**Your objective**
If a line in the listing carries the word "service", return a copy of that line.

"""

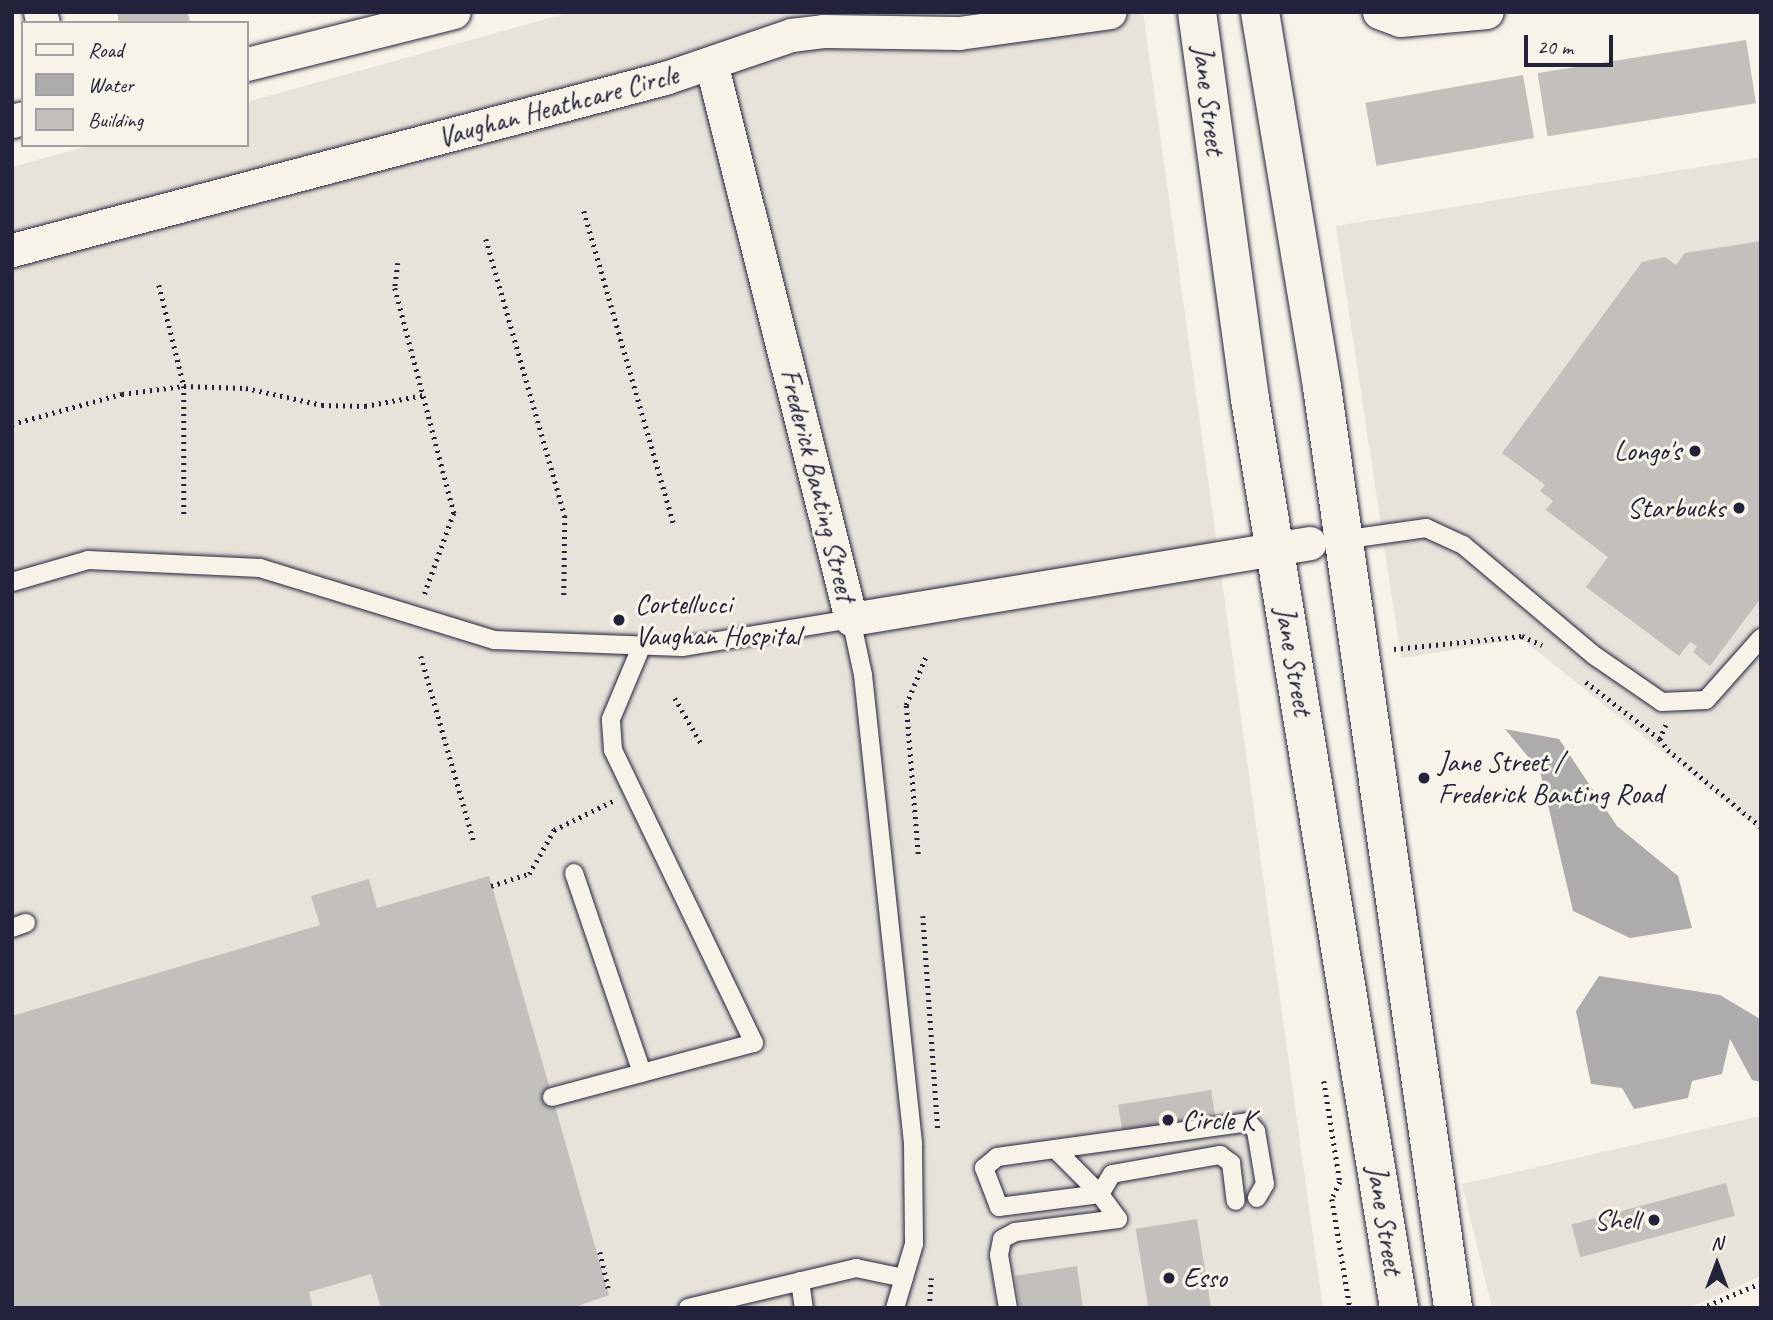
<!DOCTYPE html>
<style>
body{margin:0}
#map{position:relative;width:1773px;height:1320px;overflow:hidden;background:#f7f3e8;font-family:Caveat,sans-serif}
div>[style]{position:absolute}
.built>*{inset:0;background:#e7e3db}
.water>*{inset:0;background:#aeabad}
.building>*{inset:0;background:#c2bfbd;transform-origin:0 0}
.path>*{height:4.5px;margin-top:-2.25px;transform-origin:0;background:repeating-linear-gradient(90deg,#22223b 0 2px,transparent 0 7px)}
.roads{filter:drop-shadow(0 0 2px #22223b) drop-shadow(0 0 2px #22223b)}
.service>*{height:18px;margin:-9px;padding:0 9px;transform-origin:9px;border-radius:9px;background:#f7f3e8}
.minor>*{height:33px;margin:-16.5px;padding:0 16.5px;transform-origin:16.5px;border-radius:16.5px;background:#f7f3e8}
.secondary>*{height:38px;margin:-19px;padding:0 19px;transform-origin:19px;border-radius:19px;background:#f7f3e8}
.dots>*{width:19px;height:19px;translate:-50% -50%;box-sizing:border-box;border:4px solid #f7f3e8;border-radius:50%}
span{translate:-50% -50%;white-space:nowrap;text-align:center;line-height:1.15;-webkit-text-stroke:6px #f7f3e8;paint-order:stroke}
.street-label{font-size:28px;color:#22223b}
.poi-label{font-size:28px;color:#22223b}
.right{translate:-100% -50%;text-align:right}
.left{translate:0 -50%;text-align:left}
.frame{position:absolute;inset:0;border:14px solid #22223b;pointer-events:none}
.legend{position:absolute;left:21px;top:21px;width:228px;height:126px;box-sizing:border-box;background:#f7f3e8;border:2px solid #a29fa3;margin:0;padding:9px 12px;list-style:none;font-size:21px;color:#22223b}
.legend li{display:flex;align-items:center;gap:14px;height:35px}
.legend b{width:35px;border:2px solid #a29fa3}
.north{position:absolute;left:1682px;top:1229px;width:70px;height:70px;-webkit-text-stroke:5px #f7f3e8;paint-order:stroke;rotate:0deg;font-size:19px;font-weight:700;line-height:28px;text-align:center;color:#22223b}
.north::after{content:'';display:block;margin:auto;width:24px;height:32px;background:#22223b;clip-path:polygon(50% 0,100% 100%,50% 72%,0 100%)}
.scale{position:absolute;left:1524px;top:35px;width:89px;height:32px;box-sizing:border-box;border:4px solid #22223b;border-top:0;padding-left:9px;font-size:21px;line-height:24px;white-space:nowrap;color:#22223b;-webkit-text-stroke:5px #f7f3e8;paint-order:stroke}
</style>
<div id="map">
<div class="built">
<div style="clip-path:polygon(571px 12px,1143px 12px,1323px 1308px,12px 1308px,12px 167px,91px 145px,247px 145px,247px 102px)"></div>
<div style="clip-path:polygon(1761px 157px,1761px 831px,1522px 639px,1401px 658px,1336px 226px)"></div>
<div style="clip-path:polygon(1761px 1116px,1761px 1276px,1689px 1308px,1492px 1308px,1462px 1184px)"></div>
</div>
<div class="water">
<div style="clip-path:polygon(1505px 729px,1559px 739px,1617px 826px,1678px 876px,1692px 928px,1630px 938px,1573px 911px,1540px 771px)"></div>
<div style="clip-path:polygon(1599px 976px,1720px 995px,1760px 1019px,1761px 1082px,1752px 1080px,1730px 1039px,1722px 1074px,1692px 1081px,1688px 1098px,1634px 1109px,1622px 1088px,1591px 1084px,1576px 1011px)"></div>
</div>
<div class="building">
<div style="clip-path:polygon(117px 12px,187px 12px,190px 21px,119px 23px)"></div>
<div style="left:1746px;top:40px;width:64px;height:211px;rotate:81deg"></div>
<div style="left:1523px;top:75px;width:64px;height:160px;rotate:80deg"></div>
<div style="clip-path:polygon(1761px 241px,1761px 598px,1710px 666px,1693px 652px,1697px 646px,1690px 642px,1679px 656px,1586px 587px,1608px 557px,1546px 510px,1553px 501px,1540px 491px,1545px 485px,1502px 453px,1642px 262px,1665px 257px,1676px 265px,1685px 253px)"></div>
<div style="clip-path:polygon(489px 876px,609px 1295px,572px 1308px,381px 1308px,371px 1274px,309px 1292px,313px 1308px,12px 1308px,12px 1016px,320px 925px,311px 896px,369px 879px,377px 908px)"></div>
<div style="left:1211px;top:1090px;width:46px;height:94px;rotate:81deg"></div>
<div style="left:1726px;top:1183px;width:34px;height:160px;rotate:75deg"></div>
<div style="left:1197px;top:1219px;width:90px;height:62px;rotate:81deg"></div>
<div style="clip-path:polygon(1077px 1266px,1083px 1308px,1020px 1308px,1015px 1276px)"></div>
</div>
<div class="path">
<div style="left:584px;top:211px;width:327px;rotate:74deg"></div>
<div style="left:486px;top:239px;width:288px;rotate:74.1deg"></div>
<div style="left:565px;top:516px;width:81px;rotate:90.7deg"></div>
<div style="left:398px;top:263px;width:25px;rotate:97deg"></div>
<div style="left:395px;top:288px;width:233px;rotate:75.3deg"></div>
<div style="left:454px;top:513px;width:88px;rotate:109.9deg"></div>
<div style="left:159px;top:285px;width:104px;rotate:76.1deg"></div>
<div style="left:184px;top:386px;width:130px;rotate:90deg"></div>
<div style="left:12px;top:424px;width:114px;rotate:-15.3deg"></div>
<div style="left:122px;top:394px;width:63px;rotate:-7.4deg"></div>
<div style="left:184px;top:386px;width:62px;rotate:1.8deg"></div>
<div style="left:246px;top:388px;width:78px;rotate:12.6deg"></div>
<div style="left:322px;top:405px;width:43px;rotate:1.3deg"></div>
<div style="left:365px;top:406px;width:60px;rotate:-10.6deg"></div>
<div style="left:1394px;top:649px;width:129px;rotate:-5.8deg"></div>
<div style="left:1522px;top:636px;width:22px;rotate:24deg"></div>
<div style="left:421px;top:656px;width:193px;rotate:74.1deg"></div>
<div style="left:1586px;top:682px;width:93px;rotate:37.6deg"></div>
<div style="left:675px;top:698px;width:52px;rotate:60deg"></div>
<div style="left:1666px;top:725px;width:15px;rotate:113deg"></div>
<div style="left:1660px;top:739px;width:14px;rotate:54deg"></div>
<div style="left:1668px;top:750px;width:121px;rotate:39.6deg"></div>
<div style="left:918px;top:854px;width:149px;rotate:-94.6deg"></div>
<div style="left:906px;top:705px;width:53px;rotate:-67.8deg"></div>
<div style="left:491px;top:886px;width:40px;rotate:-18deg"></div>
<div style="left:529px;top:874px;width:51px;rotate:-60.4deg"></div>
<div style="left:554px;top:830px;width:66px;rotate:-26.2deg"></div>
<div style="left:923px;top:916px;width:215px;rotate:86deg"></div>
<div style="left:1324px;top:1081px;width:102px;rotate:81deg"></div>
<div style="left:1340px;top:1182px;width:19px;rotate:115deg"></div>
<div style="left:1332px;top:1199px;width:110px;rotate:80.6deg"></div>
<div style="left:600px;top:1252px;width:40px;rotate:77deg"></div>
<div style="left:929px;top:1308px;width:30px;rotate:-86deg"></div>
<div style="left:1701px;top:1308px;width:65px;rotate:-22.6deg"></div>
</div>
<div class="roads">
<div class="service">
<div style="left:1342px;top:540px;width:85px;rotate:-8.1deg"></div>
<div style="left:1426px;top:528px;width:41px;rotate:24.7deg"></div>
<div style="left:1463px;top:545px;width:172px;rotate:40.1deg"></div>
<div style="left:1595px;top:656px;width:81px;rotate:34.5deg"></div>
<div style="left:1662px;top:702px;width:44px;rotate:-2.6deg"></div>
<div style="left:1706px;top:700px;width:83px;rotate:-48.4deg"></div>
<div style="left:12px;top:582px;width:79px;rotate:-16.1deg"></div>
<div style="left:88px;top:560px;width:172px;rotate:2.7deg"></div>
<div style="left:260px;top:568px;width:245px;rotate:17.1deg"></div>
<div style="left:494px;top:640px;width:188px;rotate:2.1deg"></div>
<div style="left:682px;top:647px;width:171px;rotate:-9.4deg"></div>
<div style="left:851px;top:619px;width:57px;rotate:77.9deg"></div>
<div style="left:863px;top:675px;width:473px;rotate:83.9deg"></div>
<div style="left:913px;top:1145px;width:99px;rotate:89.4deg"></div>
<div style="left:914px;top:1244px;width:67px;rotate:106.5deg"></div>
<div style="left:574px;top:873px;width:211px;rotate:71.2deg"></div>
<div style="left:12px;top:928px;width:15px;rotate:-20deg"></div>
<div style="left:552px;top:1097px;width:209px;rotate:-15deg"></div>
<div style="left:754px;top:1043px;width:325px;rotate:-115.7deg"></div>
<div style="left:613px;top:750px;width:31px;rotate:-94deg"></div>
<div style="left:611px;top:719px;width:80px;rotate:-67.3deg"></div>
<div style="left:1055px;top:1149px;width:64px;rotate:45deg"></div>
<div style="left:1100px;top:1194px;width:23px;rotate:-59deg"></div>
<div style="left:1112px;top:1174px;width:110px;rotate:-10deg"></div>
<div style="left:1220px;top:1155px;width:14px;rotate:36deg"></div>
<div style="left:1231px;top:1163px;width:38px;rotate:83deg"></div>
<div style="left:800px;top:1281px;width:27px;rotate:82deg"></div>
<div style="left:688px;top:1308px;width:173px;rotate:-13.4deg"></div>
<div style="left:856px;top:1268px;width:49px;rotate:11.8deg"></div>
<div style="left:1008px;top:1308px;width:54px;rotate:-99.6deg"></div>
<div style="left:999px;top:1255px;width:16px;rotate:-79deg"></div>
<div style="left:1002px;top:1239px;width:15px;rotate:-28deg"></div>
<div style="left:1015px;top:1232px;width:104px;rotate:-7.2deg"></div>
<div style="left:1118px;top:1219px;width:31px;rotate:-126deg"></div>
<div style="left:1100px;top:1194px;width:102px;rotate:172.7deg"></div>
<div style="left:999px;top:1207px;width:42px;rotate:-111deg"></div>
<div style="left:984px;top:1168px;width:17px;rotate:-40deg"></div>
<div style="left:997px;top:1157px;width:253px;rotate:-7.9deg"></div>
<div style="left:1248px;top:1122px;width:12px;rotate:48deg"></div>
<div style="left:1256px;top:1131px;width:54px;rotate:80.4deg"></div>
<div style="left:1265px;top:1184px;width:16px;rotate:120deg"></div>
</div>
<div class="minor">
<div style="left:40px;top:12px;width:11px;rotate:75deg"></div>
<div style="left:1379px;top:12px;width:22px;rotate:21deg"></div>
<div style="left:1400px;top:20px;width:87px;rotate:-5.3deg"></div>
<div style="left:711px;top:63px;width:573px;rotate:75.87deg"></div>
<div style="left:851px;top:619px;width:465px;rotate:-9.4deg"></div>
<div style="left:247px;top:64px;width:213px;rotate:-14.1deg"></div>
<div style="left:12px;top:121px;width:11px;rotate:-15deg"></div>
<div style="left:12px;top:250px;width:675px;rotate:-14.76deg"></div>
<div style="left:665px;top:78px;width:133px;rotate:-18.8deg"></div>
<div style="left:791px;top:35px;width:32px;rotate:-7deg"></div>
<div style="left:823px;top:31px;width:136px;rotate:0.8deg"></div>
<div style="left:959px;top:33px;width:152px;rotate:-7.9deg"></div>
</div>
<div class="secondary">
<div style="left:1197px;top:12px;width:391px;rotate:82.2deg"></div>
<div style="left:1250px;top:399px;width:921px;rotate:80.69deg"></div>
<div style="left:1260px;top:12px;width:380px;rotate:80.6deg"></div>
<div style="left:1322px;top:387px;width:930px;rotate:81.9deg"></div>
</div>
</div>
<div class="dots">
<div style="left:1695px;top:451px;background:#22223b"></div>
<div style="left:1739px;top:508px;background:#22223b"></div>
<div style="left:619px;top:620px;background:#22223b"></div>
<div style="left:1424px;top:778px;background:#22223b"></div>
<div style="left:1168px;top:1120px;background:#22223b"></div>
<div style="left:1654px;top:1220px;background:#22223b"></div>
<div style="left:1169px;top:1278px;background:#22223b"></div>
</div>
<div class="street-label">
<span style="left:1209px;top:100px;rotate:83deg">Jane Street</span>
<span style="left:558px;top:106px;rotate:-15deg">Vaughan Heathcare Circle</span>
<span style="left:818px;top:485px;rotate:76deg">Frederick Banting Street</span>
<span style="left:1294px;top:661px;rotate:80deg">Jane Street</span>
<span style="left:1385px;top:1220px;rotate:81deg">Jane Street</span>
</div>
<div class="poi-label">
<span class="right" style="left:1681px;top:451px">Longo's</span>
<span class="right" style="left:1725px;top:508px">Starbucks</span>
<span class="left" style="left:635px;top:620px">Cortellucci<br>Vaughan Hospital</span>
<span class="left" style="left:1438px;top:778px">Jane Street /<br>Frederick Banting Road</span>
<span class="left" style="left:1182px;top:1120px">Circle K</span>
<span class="right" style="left:1640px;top:1220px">Shell</span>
<span class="left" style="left:1183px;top:1278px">Esso</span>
</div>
<div class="frame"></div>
<ul class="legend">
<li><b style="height:9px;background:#f7f3e8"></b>Road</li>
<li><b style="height:19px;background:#aeabad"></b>Water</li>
<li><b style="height:19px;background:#c2bfbd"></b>Building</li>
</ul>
<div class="north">N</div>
<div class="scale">20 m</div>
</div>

"""

**Written solution**
.service>*{height:18px;margin:-9px;padding:0 9px;transform-origin:9px;border-radius:9px;background:#f7f3e8}
<div class="service">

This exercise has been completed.